(Stored records)
● ● ● ● ● ● ●

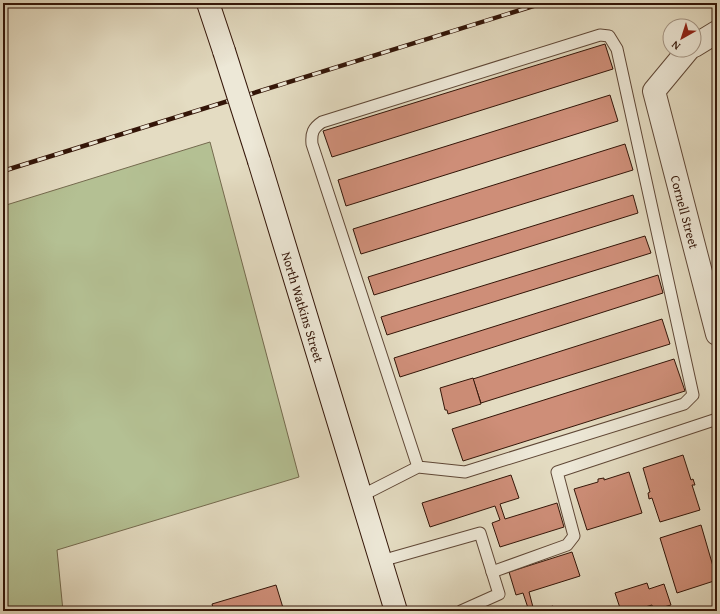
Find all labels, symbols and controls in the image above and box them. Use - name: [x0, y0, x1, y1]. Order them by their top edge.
- north arrow: [662, 18, 702, 58]
- text: N: [667, 37, 684, 54]
- street label: Cornell Street: [666, 173, 704, 251]
- street label: North Watkins Street: [277, 249, 329, 365]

● ● ● ● ● ● ●

- **What the task asks**
Leave the pictures aside and give the records above back word for word.

- **Problem solution**
Find all labels, symbols and controls in the image above and box them. Use - name: [x0, y0, x1, y1]. Order them by their top edge.
- north arrow: [662, 18, 702, 58]
- text: N: [667, 37, 684, 54]
- street label: Cornell Street: [666, 173, 704, 251]
- street label: North Watkins Street: [277, 249, 329, 365]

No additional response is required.